T cells and other immune cells constitutively express a putative receptor for HHLA2. (A) T cells, B cells, and monocytes from PBMCs and DCs derived from blood monocytes were stained with HHLA2-Ig fusion protein (open histograms) or control Ig (shaded histograms) and then stained with a PE-conjugate antihuman IgG Fc. CD4 and CD8 T cells were stimulated with anti-CD3 for 3 d, whereas B cells and monocytes were stimulated with LPS/IFN-γ for 3 d. Immature DCs were generated from blood monocytes and were induced with LPS/IFN-γ to be mature DCs. HHLA2 bound T cells, B cells, monocytes, and DCs. ICOS was induced on activated CD4 and CD8 T cells, whereas PD-L1 was induced on APCs. (B) In contrast to these immune cells, HHLA2 bound neither human HeLa cells nor mouse 3T3 cells. HHLA2-Ig fusion protein (open histograms) and control Ig (shaded histograms) are shown. Results represent at least five experiments.

Fig. 5.

Coinhibition of HHLA2 on TCR-mediated CD4 and CD8 T-cell proliferation. (A) T cells purified from PBMCs were activated with a combination of plate-bound anti-CD3 and either plate-bound HHLA2-Ig (4 μg/mL), control Ig (4 μg/mL), or B7x-Ig (4 μg/mL) for 3 d. Metabolic activity was then determined by MTT assay. (B and C) CFSE-labeled T cells were stimulated with a combination of plate-bound anti-CD3 and either plate-bound HHLA2-Ig (10 μg/mL), control Ig (10 μg/mL), or B7x-Ig (10 μg/mL) for 5 d. T cells were then stained with anti-CD4 and anti-CD8 and analyzed by flow cytometry. Representative FACS plots showed CFSE dilution among CD4 and CD8 T cells (B).

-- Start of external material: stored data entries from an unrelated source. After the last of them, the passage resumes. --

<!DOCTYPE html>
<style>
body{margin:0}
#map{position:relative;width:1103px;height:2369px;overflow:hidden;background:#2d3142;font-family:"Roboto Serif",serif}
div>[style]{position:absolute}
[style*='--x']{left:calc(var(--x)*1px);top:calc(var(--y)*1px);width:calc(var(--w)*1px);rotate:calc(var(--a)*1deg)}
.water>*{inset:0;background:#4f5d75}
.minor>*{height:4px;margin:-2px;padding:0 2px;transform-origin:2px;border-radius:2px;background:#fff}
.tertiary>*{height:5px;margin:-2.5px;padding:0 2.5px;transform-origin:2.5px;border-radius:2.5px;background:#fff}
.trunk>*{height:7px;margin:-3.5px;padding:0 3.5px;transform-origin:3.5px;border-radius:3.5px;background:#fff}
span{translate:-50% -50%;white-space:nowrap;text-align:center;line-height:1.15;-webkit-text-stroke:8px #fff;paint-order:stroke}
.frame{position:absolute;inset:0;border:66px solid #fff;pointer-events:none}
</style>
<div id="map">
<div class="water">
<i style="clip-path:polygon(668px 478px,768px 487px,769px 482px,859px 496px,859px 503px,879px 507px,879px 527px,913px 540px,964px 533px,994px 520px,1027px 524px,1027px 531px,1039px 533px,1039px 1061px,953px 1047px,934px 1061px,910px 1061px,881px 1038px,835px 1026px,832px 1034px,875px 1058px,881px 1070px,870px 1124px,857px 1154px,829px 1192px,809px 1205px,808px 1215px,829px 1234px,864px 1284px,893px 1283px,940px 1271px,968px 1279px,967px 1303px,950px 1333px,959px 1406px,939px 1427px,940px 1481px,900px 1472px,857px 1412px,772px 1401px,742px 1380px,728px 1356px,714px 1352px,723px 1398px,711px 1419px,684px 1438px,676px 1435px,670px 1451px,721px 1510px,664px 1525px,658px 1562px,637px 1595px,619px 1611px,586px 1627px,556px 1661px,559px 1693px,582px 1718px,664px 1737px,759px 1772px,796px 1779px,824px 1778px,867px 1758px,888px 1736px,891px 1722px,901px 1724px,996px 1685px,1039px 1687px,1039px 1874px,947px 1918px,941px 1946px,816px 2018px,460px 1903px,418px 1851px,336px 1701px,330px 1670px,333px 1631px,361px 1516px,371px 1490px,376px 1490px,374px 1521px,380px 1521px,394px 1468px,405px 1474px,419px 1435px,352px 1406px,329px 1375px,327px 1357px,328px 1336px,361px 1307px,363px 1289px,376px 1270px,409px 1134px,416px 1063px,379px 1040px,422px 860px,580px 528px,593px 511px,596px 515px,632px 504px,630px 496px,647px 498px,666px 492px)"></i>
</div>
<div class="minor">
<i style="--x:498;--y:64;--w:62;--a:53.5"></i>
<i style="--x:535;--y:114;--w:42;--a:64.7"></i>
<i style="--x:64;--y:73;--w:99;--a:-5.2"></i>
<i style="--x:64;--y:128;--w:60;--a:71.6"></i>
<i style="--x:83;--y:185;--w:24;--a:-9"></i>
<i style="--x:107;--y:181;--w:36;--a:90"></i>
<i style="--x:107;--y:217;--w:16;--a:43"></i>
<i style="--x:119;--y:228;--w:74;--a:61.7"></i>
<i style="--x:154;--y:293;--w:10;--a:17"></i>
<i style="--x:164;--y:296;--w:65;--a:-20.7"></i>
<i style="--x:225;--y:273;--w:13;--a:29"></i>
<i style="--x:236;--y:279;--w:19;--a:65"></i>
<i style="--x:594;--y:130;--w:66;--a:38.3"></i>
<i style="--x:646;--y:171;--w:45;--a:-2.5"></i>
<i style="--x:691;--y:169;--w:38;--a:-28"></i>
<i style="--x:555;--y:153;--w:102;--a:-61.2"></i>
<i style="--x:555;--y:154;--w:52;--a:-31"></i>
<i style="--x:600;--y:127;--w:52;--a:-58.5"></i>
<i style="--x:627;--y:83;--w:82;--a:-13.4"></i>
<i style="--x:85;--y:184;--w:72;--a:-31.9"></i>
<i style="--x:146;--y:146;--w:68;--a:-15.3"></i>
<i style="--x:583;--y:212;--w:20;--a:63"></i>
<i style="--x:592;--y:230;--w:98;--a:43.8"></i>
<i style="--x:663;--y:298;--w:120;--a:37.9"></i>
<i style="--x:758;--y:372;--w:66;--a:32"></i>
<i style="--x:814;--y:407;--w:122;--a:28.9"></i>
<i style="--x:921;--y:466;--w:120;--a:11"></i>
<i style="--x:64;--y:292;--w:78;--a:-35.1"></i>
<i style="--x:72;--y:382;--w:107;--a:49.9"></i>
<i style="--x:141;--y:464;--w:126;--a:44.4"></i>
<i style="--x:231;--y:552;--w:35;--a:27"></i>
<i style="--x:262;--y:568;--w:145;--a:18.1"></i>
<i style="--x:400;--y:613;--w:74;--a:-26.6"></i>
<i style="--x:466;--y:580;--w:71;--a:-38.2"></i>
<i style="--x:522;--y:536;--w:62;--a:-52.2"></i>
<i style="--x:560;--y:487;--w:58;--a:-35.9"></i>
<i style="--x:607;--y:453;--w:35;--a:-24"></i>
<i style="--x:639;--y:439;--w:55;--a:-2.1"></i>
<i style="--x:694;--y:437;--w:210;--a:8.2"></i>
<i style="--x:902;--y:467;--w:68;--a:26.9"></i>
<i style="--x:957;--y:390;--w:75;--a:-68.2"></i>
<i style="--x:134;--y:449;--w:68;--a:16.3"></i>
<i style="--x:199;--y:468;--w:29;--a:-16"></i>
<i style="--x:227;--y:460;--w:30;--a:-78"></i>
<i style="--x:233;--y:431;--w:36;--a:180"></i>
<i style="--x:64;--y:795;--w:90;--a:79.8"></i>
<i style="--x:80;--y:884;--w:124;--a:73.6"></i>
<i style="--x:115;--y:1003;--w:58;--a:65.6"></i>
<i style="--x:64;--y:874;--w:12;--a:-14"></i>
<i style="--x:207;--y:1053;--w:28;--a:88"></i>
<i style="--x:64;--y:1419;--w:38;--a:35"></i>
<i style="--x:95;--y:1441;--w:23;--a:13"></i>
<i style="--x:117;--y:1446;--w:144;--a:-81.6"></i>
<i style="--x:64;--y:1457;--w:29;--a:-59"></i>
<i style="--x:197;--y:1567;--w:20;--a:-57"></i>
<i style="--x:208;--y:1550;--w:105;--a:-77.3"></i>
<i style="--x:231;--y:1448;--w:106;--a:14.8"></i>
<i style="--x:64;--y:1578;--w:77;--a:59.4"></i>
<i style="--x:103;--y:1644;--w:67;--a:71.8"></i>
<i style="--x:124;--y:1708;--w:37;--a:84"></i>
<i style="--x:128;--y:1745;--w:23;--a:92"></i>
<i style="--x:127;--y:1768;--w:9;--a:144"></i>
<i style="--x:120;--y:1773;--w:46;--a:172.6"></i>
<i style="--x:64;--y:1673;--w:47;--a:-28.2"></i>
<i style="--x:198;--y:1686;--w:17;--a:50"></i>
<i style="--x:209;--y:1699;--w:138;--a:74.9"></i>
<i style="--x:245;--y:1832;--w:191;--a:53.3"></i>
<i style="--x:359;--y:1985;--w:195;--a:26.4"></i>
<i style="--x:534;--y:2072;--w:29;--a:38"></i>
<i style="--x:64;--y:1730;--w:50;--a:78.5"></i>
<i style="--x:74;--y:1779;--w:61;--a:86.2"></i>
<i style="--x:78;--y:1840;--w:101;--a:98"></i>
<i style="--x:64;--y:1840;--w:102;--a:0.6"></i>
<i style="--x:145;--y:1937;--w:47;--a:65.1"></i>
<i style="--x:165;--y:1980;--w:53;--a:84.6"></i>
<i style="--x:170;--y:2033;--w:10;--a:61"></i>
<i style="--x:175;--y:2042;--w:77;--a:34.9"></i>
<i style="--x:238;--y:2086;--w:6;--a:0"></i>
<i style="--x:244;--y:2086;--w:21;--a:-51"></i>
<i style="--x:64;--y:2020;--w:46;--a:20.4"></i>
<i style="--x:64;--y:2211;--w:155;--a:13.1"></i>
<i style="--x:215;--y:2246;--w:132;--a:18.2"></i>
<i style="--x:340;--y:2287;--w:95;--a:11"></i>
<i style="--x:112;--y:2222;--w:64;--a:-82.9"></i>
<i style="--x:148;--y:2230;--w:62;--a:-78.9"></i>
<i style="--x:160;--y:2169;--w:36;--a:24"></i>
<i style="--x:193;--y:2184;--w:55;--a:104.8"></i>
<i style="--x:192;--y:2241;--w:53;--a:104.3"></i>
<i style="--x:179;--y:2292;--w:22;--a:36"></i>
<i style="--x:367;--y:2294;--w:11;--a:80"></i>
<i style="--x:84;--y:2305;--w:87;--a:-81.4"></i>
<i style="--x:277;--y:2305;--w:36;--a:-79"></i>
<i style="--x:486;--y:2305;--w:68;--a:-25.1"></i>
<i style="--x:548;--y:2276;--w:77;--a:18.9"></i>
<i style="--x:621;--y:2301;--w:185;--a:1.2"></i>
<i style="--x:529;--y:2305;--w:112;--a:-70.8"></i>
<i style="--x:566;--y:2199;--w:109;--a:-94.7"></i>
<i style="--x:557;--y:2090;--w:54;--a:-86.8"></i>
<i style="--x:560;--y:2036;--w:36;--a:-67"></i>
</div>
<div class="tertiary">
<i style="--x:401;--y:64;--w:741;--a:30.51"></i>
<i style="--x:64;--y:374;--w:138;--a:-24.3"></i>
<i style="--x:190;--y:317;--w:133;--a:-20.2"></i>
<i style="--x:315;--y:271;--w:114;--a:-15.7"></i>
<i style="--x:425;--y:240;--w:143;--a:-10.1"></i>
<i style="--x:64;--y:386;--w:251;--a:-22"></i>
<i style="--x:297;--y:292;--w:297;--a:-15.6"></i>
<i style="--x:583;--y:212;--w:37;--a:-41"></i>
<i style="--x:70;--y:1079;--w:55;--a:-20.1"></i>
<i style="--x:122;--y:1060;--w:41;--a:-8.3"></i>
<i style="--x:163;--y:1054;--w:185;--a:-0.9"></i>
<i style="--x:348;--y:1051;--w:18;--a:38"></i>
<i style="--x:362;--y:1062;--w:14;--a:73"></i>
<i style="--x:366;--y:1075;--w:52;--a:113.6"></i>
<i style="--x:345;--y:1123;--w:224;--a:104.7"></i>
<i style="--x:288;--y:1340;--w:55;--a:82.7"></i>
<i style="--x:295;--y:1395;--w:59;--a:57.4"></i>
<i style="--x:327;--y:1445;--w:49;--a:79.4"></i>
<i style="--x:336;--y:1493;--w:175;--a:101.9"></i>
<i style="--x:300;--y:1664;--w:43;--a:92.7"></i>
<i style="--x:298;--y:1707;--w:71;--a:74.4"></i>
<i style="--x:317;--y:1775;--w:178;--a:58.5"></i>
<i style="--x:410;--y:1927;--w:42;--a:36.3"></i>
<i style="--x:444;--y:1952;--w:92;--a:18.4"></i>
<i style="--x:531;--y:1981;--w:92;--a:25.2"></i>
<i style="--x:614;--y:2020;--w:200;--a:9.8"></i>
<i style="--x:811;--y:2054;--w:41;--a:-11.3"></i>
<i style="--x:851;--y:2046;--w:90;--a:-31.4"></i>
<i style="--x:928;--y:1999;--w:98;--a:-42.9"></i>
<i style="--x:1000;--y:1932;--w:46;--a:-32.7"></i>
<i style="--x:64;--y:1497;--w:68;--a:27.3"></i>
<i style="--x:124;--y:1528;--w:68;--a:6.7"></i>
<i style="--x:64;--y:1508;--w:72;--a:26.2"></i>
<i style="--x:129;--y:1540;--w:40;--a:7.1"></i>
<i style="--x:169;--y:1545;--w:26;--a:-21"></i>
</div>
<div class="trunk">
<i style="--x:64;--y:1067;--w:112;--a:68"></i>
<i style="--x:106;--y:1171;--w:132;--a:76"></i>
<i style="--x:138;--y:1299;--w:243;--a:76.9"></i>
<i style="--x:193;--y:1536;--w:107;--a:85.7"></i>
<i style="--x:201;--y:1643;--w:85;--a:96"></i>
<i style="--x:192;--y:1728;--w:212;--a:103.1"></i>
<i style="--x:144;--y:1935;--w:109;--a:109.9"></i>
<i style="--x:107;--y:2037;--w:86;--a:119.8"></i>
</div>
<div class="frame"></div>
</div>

The percentages of proliferating CD4 and CD8 T cells were calculated by CFSE dilution (C). n = 9–12, *P < 0.05; **P < 0.01, ***P < 0.001.

Fig. 6.

Inhibition of HHLA2 on cytokine production from T cells. Purified T cells were stimulated with a combination of plate-bound anti-CD3 and either plate-bound HHLA2-Ig (4 μg/mL) or control Ig (4 μg/mL) for 3 d. The cytokine levels of the supernatants were measured using Th1/Th2/Th9/Th17/Th22 flowcytomix. HHLA2 significantly reduced production of seven cytokines from T cells including IFN-γ, TNF-α, IL-5, IL-10, IL-13, IL-17A, and IL-22. n = 24, **P < 0.01, ***P < 0.001.